(Dataset entries)
■ ■ ■ ■ ■

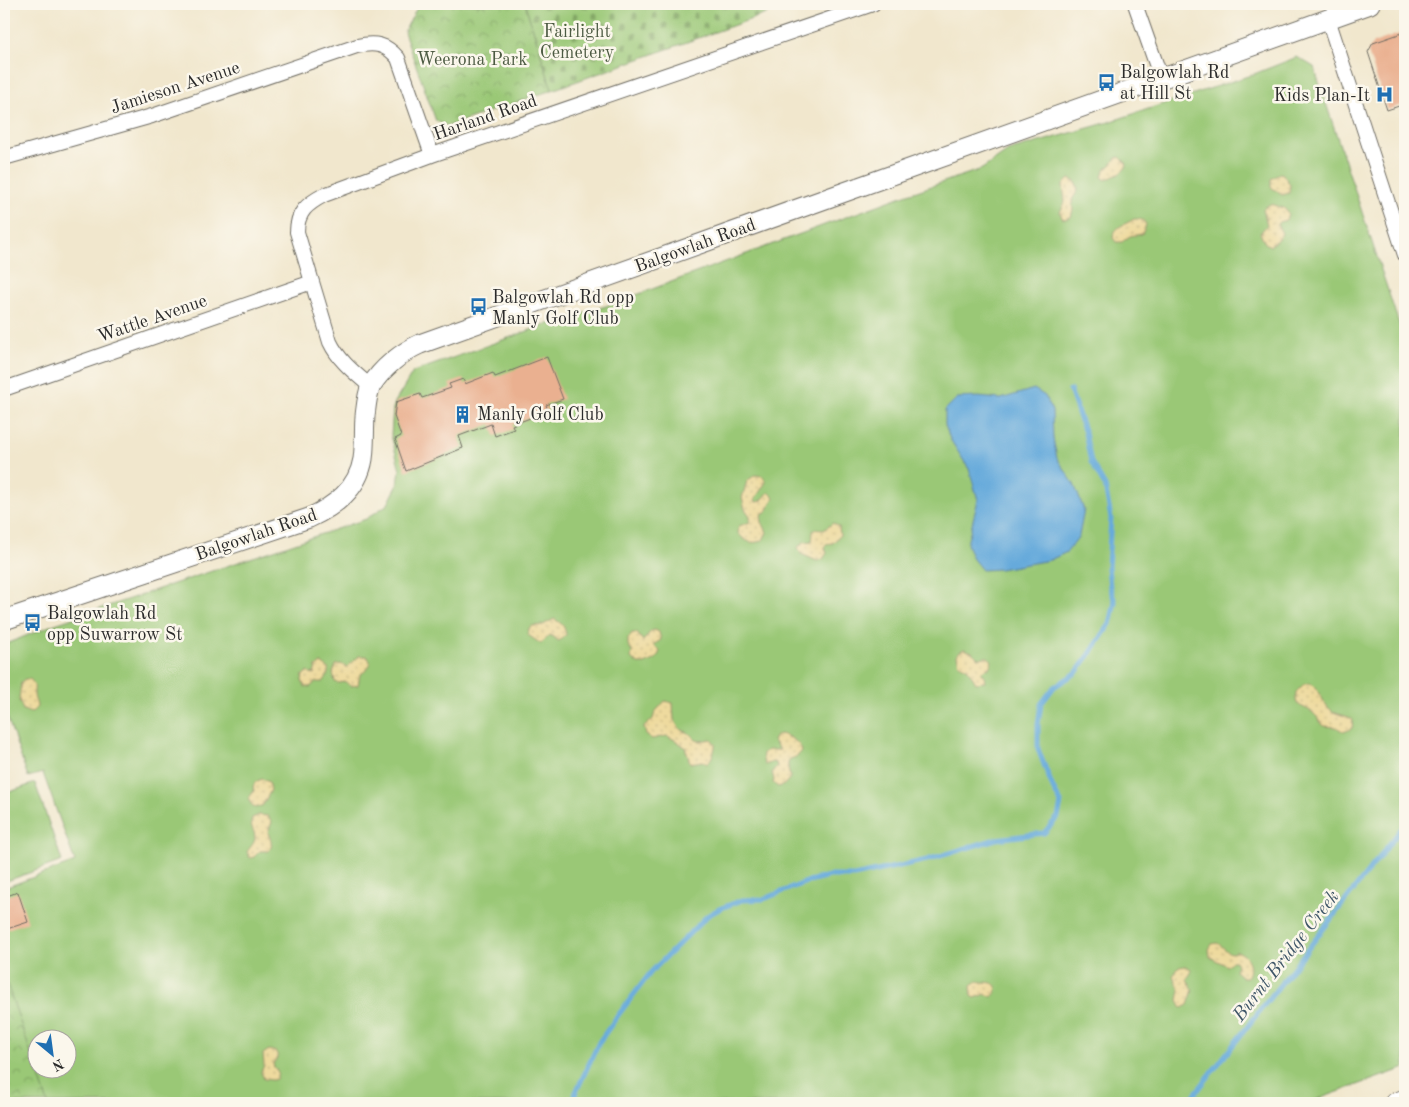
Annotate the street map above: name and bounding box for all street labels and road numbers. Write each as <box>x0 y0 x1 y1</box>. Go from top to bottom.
street label: Jamieson Avenue <box>108 59 242 117</box>
street label: Harland Road <box>431 92 540 144</box>
street label: Balgowlah Road <box>633 216 758 276</box>
street label: Wattle Avenue <box>95 292 209 346</box>
street label: Balgowlah Road <box>193 506 319 564</box>

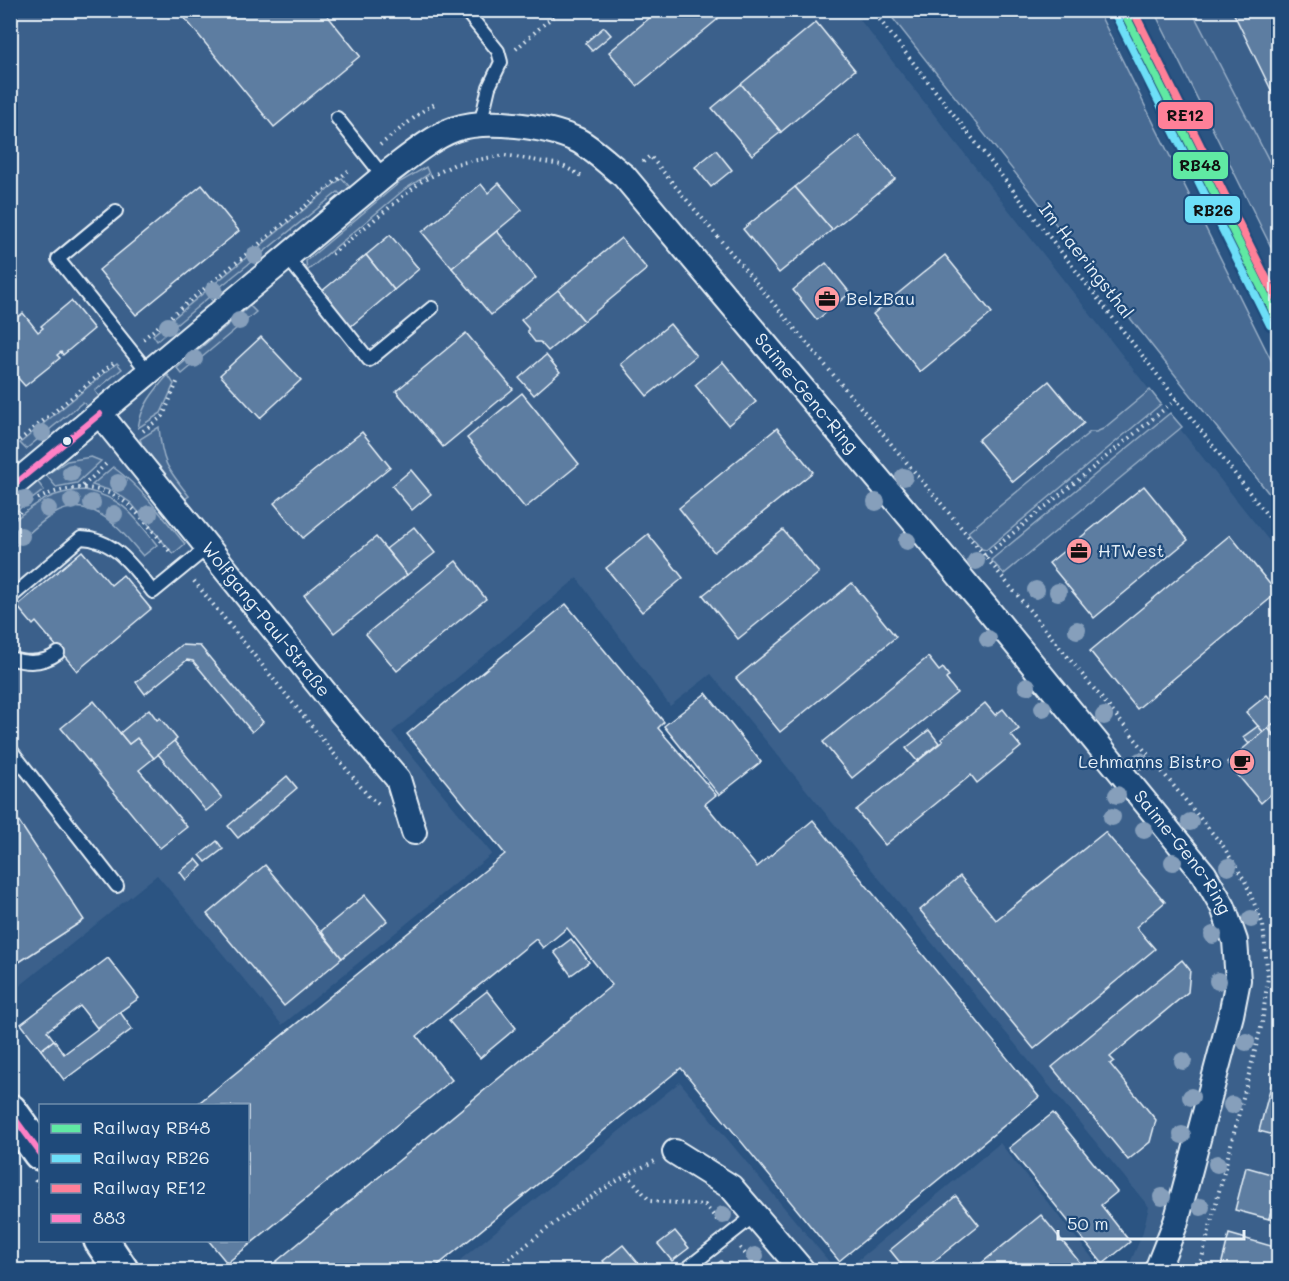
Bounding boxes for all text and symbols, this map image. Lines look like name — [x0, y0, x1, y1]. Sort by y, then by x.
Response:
line badge: RE12 — [1157, 101, 1214, 130]
text: RE12 — [1166, 104, 1204, 125]
line badge: RB48 — [1172, 151, 1229, 180]
text: RB48 — [1179, 154, 1221, 175]
line badge: RB26 — [1184, 195, 1241, 224]
street label: Im Haeringsthal — [1034, 198, 1140, 323]
text: RB26 — [1193, 199, 1234, 220]
office icon: BelzBau — [812, 284, 842, 314]
place label: BelzBau — [846, 286, 915, 310]
street label: Saime-Genc-Ring — [750, 327, 865, 458]
unlabelled marker — [61, 435, 73, 447]
street label: Wolfgang-Paul-Straße — [197, 536, 337, 701]
office icon: HTWest — [1064, 536, 1094, 566]
place label: HTWest — [1098, 538, 1164, 562]
cafe icon: Lehmanns Bistro — [1227, 747, 1257, 777]
place label: Lehmanns Bistro — [1078, 749, 1222, 773]
street label: Saime-Genc-Ring — [1129, 784, 1238, 917]
legend — [39, 1104, 249, 1242]
text: Railway RB48 — [93, 1115, 210, 1139]
text: Railway RB26 — [93, 1145, 210, 1169]
text: Railway RE12 — [93, 1175, 206, 1199]
scale bar — [1058, 1203, 1244, 1241]
text: 883 — [93, 1205, 125, 1229]
text: 50 m — [1067, 1211, 1109, 1235]

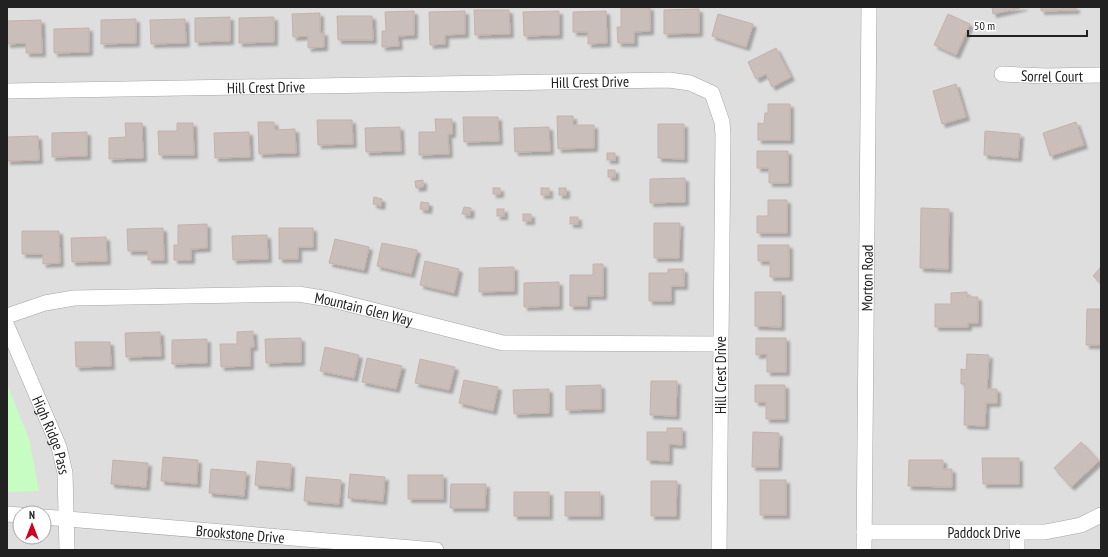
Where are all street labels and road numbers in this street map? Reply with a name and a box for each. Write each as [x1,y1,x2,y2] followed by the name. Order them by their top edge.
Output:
[1020,65,1083,86] street label: Sorrel Court
[551,71,629,91] street label: Hill Crest Drive
[227,77,305,97] street label: Hill Crest Drive
[857,245,876,311] street label: Morton Road
[314,287,415,329] street label: Mountain Glen Way
[711,336,730,414] street label: Hill Crest Drive
[28,393,75,476] street label: High Ridge Pass
[195,520,285,547] street label: Brookstone Drive
[947,523,1021,542] street label: Paddock Drive

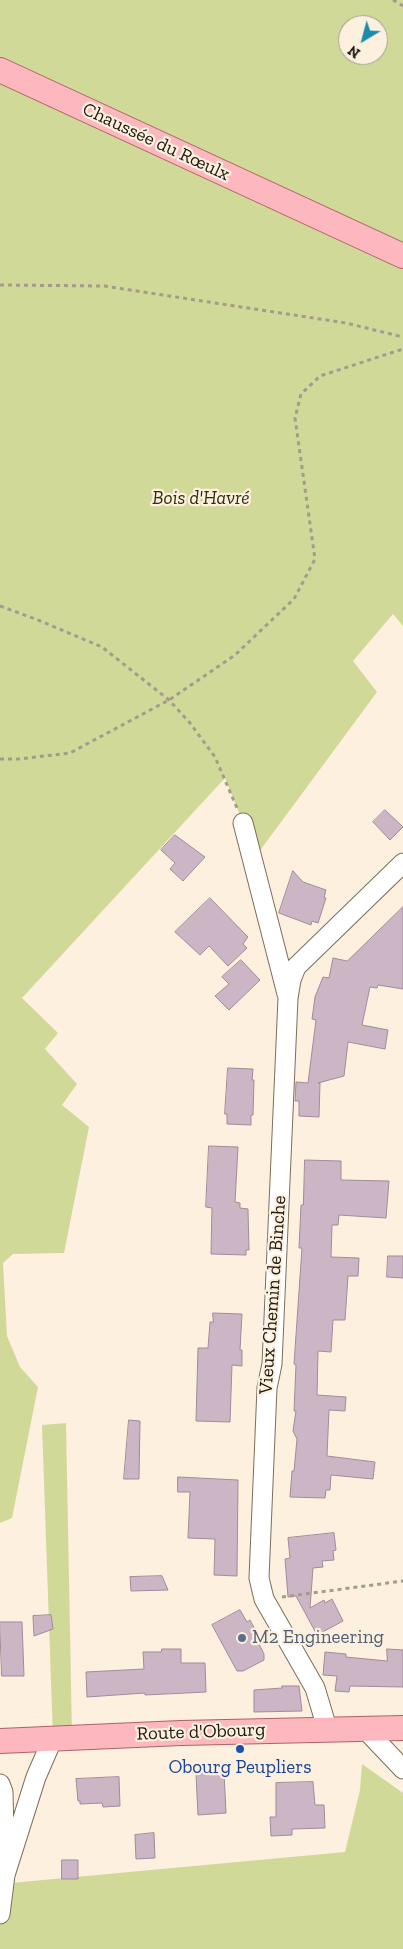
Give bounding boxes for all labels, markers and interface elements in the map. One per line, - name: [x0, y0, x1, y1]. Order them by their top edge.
- north arrow: [338, 15, 388, 65]
- text: N: [345, 42, 364, 62]
- street label: Chaussée du Rœulx: [79, 98, 233, 186]
- park label: Bois d'Havré: [152, 488, 250, 510]
- street label: Vieux Chemin de Binche: [255, 1195, 291, 1395]
- place label: M2 Engineering: [252, 1627, 384, 1649]
- marker: M2 Engineering: [236, 1632, 248, 1644]
- street label: Route d'Obourg: [136, 1718, 266, 1746]
- marker: Obourg Peupliers: [234, 1743, 246, 1755]
- place label: Obourg Peupliers: [168, 1757, 312, 1779]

■ ■ ■ ■ ■

◆ WORK REQUIRED: Without the pictures, copy the entries from their first line through the line containing "Bounding boxes for all text", and only those lines.

◆ ANSWER SPACE:
Annotate the street map above: name and bounding box for all street labels and road numbers. Write each as <box>x0 y0 x1 y1</box>. Go from top to bottom.
street label: Jamieson Avenue <box>108 59 242 117</box>
street label: Harland Road <box>431 92 540 144</box>
street label: Balgowlah Road <box>633 216 758 276</box>
street label: Wattle Avenue <box>95 292 209 346</box>
street label: Balgowlah Road <box>193 506 319 564</box>

Bounding boxes for all text and symbols, this map image. Lines look like name — [x0, y0, x1, y1]. Sort by y, then by x.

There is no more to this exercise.